[Records from a data source]
┌──

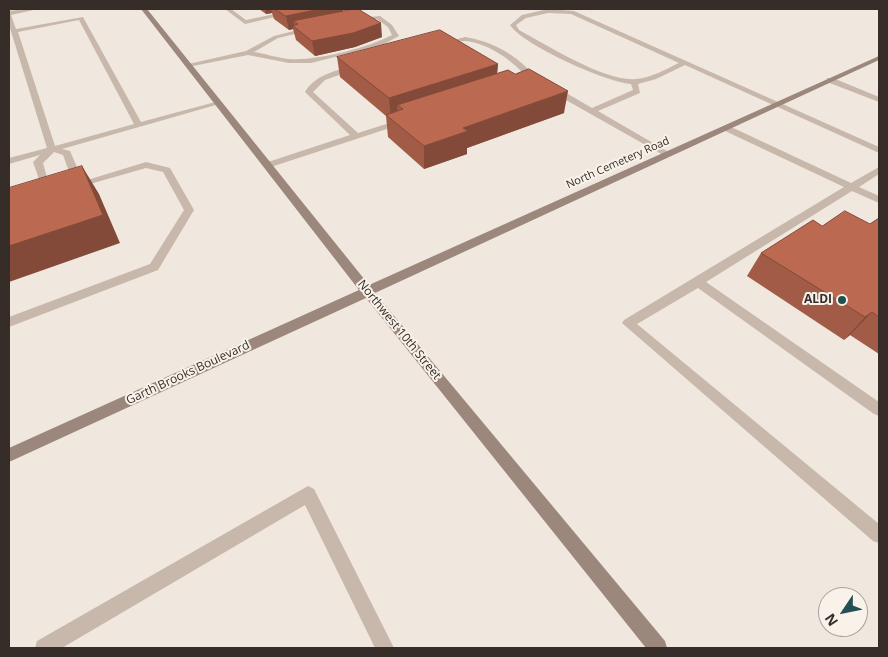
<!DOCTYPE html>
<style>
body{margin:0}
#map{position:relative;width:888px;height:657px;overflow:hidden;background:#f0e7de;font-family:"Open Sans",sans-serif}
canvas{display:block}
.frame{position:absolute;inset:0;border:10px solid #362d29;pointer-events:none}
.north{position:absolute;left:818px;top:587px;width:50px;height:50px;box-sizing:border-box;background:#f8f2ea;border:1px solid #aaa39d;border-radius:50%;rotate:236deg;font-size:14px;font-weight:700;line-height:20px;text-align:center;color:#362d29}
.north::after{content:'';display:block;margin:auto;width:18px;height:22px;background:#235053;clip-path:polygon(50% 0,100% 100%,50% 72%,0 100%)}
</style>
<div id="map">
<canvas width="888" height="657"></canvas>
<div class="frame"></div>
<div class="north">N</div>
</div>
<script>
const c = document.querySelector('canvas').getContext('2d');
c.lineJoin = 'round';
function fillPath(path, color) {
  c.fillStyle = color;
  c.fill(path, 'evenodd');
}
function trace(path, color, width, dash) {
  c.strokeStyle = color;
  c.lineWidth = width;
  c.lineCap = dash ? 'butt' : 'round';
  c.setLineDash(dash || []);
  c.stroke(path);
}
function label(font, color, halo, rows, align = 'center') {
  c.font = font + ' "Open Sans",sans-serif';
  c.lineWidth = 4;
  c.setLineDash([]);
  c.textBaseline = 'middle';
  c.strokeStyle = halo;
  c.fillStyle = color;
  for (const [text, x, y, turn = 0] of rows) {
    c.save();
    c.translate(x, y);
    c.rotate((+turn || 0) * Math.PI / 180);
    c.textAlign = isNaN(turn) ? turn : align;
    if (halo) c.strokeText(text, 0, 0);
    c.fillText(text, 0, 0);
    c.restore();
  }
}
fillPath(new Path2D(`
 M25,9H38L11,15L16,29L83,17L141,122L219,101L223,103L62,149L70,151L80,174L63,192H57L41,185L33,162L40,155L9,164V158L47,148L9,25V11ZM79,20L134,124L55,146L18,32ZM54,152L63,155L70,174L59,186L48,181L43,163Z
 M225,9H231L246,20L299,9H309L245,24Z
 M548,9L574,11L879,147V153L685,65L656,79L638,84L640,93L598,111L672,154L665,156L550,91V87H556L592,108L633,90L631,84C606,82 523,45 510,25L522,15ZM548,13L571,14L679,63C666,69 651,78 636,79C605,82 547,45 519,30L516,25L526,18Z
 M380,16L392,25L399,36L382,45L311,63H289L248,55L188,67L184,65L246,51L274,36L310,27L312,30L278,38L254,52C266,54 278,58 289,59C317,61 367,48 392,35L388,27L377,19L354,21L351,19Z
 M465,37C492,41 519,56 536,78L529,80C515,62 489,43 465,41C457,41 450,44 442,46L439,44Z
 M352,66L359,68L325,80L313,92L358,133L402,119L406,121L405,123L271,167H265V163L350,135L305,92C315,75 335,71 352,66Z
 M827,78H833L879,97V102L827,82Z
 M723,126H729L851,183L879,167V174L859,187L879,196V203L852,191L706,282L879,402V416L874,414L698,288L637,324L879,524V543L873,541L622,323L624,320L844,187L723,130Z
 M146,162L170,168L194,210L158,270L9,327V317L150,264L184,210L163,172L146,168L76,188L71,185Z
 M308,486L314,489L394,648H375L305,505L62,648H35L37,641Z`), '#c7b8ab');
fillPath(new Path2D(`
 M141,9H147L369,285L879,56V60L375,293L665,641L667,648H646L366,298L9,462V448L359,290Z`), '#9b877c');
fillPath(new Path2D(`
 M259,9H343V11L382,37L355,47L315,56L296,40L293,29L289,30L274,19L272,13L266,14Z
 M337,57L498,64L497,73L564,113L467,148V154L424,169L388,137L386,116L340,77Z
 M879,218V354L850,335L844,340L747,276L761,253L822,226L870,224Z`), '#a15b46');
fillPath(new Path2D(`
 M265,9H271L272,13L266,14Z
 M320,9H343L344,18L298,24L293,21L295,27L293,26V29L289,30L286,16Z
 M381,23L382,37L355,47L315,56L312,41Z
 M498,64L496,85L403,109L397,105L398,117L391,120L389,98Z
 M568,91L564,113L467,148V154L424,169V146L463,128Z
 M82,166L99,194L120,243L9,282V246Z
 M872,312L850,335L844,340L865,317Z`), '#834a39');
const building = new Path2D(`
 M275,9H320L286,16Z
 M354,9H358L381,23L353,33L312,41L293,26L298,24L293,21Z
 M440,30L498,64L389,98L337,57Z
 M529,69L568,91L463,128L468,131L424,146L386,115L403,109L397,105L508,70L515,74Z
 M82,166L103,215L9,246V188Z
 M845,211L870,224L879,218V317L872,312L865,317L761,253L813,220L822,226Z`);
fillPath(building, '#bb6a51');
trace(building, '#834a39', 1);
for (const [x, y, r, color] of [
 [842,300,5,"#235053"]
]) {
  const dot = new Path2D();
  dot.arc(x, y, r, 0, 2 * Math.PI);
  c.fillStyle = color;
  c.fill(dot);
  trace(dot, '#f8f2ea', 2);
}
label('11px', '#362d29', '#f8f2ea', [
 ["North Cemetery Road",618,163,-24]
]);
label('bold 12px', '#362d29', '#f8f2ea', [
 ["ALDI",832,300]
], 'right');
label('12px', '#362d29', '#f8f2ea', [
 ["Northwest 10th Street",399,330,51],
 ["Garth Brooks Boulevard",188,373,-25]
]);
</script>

└──
┌──

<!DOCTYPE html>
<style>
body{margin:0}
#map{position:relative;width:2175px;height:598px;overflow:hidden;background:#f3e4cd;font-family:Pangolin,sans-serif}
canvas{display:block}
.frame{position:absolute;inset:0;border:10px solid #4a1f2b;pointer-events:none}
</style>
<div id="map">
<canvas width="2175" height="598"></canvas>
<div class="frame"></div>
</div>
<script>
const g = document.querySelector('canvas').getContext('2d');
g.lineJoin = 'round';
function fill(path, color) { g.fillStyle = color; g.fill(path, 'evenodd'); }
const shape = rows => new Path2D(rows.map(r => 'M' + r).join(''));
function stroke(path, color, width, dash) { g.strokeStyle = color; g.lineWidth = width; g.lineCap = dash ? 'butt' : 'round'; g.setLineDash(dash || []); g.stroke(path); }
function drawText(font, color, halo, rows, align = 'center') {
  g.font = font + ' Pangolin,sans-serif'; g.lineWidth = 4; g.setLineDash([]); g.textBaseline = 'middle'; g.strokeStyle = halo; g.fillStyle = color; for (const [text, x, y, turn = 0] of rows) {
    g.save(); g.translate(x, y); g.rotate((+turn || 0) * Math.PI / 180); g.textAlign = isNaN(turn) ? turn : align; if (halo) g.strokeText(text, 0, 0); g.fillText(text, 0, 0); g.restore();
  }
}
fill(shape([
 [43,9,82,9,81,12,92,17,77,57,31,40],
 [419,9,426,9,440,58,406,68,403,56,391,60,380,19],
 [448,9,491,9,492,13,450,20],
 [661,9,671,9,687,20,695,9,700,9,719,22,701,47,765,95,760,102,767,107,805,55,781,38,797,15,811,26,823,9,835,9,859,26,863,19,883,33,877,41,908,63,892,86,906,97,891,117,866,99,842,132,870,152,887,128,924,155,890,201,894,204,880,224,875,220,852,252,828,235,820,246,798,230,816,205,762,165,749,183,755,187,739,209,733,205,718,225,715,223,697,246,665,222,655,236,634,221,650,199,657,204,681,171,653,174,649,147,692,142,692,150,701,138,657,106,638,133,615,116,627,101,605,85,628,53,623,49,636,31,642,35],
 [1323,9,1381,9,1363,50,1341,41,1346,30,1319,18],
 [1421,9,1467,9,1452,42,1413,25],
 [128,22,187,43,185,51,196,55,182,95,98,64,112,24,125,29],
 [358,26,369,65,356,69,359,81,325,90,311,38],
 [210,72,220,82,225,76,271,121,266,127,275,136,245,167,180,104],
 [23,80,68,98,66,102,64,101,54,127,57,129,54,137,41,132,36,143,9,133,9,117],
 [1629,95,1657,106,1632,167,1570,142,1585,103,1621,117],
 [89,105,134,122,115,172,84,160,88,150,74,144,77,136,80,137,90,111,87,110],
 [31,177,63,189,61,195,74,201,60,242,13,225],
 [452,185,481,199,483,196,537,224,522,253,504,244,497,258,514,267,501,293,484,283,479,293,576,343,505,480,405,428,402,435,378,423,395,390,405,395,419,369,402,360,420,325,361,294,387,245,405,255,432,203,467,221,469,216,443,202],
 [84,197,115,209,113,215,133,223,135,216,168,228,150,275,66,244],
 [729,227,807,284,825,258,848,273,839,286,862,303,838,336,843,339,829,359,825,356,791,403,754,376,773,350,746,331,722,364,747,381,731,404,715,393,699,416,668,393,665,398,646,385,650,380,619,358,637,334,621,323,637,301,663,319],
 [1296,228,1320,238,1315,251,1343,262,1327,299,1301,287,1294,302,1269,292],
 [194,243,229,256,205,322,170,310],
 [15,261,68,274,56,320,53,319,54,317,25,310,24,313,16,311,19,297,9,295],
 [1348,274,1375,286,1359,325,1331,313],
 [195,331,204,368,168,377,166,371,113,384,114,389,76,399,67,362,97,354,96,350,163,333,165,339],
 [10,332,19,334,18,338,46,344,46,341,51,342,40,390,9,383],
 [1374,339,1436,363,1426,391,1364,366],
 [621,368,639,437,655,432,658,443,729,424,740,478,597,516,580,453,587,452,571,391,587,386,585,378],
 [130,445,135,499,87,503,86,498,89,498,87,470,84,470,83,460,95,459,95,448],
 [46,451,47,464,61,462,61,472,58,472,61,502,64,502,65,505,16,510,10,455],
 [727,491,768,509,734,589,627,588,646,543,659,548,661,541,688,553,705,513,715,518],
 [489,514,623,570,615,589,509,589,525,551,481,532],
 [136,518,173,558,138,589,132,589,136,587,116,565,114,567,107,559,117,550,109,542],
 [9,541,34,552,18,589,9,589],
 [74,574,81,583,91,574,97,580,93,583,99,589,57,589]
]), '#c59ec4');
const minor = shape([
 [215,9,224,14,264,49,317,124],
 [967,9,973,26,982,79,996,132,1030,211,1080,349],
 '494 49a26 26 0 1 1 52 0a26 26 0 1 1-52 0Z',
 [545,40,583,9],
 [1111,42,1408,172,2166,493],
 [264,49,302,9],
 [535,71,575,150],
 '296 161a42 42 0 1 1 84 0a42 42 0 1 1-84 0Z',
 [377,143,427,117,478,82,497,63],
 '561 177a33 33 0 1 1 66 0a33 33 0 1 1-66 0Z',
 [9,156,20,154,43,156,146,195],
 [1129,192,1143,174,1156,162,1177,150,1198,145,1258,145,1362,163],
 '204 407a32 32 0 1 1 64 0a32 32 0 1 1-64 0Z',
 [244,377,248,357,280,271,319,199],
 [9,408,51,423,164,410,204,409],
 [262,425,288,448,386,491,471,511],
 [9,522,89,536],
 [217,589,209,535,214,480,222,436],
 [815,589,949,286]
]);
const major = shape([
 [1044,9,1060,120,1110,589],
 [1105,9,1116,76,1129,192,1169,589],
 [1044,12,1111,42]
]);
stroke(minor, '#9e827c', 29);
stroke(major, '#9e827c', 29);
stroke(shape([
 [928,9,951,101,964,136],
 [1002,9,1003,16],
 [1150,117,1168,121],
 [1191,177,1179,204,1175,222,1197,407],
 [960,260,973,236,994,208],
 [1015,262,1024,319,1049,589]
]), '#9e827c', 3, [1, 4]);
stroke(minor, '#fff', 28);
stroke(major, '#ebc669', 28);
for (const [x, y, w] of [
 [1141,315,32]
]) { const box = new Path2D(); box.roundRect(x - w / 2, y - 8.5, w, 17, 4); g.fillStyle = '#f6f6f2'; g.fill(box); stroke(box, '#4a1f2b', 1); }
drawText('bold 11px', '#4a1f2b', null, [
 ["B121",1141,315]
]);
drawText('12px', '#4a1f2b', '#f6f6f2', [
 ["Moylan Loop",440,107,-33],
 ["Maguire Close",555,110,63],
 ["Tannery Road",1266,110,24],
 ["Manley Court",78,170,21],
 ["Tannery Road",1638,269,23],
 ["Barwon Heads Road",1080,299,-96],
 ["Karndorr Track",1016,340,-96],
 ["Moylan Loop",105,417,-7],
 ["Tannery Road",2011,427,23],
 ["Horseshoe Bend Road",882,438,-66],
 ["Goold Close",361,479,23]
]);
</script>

└──

Problem details:
Some lines above contain the word "document". Copy each of them.

Response to the task:
const c = document.querySelector('canvas').getContext('2d');
const g = document.querySelector('canvas').getContext('2d');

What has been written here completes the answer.